If Kiffin doesn't settle on a starting quarterback sometime soon, the booing only figures to get louder. USC quarterbacks Cody Kessler and Max Wittek averaged 2.6 yards per pass attempt between them and didn't complete a pass longer than 8 yards. Trojans wide receiver Marqise Lee, who entered the season as a Heisman Trophy candidate, caught seven passes for 27 yards.
Kiffin calls the Trojans' offensive plays and seemed unwilling to throw the ball down the field, even against Washington State's much-maligned defense, which surrendered 394 yards of offense in its season-opening 31-24 loss at Auburn.
"That's just fans being fans," Lee told reporters. "They aren't seeing what they want. They're not out there and seeing what's going on. … It takes time. We don't have [former quarterback Matt] Barkley any more. New quarterbacks are coming in.
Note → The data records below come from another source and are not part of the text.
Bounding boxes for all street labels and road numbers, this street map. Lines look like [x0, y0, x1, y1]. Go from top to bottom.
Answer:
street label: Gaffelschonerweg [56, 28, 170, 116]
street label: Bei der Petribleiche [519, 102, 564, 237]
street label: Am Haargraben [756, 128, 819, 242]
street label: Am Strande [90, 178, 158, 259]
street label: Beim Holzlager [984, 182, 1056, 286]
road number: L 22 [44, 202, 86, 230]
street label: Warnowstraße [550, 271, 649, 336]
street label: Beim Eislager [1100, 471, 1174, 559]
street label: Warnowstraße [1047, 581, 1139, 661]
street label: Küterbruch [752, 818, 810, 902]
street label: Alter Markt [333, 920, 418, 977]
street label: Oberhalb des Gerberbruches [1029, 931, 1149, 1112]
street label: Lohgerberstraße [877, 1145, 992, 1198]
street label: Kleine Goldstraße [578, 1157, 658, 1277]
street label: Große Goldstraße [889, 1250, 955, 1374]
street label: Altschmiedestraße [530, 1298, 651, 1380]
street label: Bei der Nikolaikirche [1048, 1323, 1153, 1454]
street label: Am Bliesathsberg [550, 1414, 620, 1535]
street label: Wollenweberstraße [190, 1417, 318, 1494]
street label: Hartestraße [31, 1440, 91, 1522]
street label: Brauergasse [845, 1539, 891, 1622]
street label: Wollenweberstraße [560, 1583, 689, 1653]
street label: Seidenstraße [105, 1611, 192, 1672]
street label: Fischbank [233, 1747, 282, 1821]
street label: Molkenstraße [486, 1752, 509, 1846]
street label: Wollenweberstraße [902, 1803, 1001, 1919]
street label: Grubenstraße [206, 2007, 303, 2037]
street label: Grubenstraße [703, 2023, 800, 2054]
They have to understand it takes time."
Brown seems to be running out of time to get Texas turned around, too, but his problems are on the other side of the ball. After spending the offseason transforming UT's offense into a hurry-up, spread attack, the Longhorns defense looks more confused than ever. BYU averaged 7.6 yards on 72 rushing attempts, and quarterback Taysom Hill ran for 259 yards, the second-highest total by an FBS quarterback in the last 10 years.
Brown didn't wait long to make a change, firing defensive coordinator Manny Diaz on Sunday and replacing him with former Syracuse coach Greg Robinson. Robinson, a former defensive coordinator at Texas and Michigan, joined the UT staff this season as a football analyst in the player personnel department. The Longhorns host SEC foe Ole Miss on Saturday night before opening Big 12 play against defending league champion Kansas State the next week.
"Our performance on defense last night was unacceptable, and we need to change that," Brown said. "Greg will be here tonight and get with the staff and players to start preparing for Ole Miss. He will be running our defense immediately. We're very fortunate that Greg has been around, watched all of our practice video and has a good scouting report moving forward."
Diaz, one of the highest-paid defensive coordinators in the country, was under fire after UT allowed 161 points in a three-game stretch against West Virginia, Oklahoma and Baylor last season.
Still, UT's players seemed to support him, even after the ugly loss at BYU.
"He's the right guy because we all believe in Coach Diaz," UT cornerback Quandre Diggs said. "We don't care what y'all say or what anyone else says. We believe in Coach Diaz. He puts us in the right spots to make plays and we don't make plays. We can't blame everything on him."
After only two weeks, Brown and Kiffin are getting most of the blame.
- Senior college football writer
- Author of seven books on college football
- Graduate of the University of Georgia
Devin Gardner and Michigan control the moment
ANN ARBOR, Mich. -- After a weeklong debate about the significance of the Notre Dame-Michigan rivalry -- national, regional, historic, sporadic, mandatory, dispensable -- Devin Gardner provided an answer Saturday night.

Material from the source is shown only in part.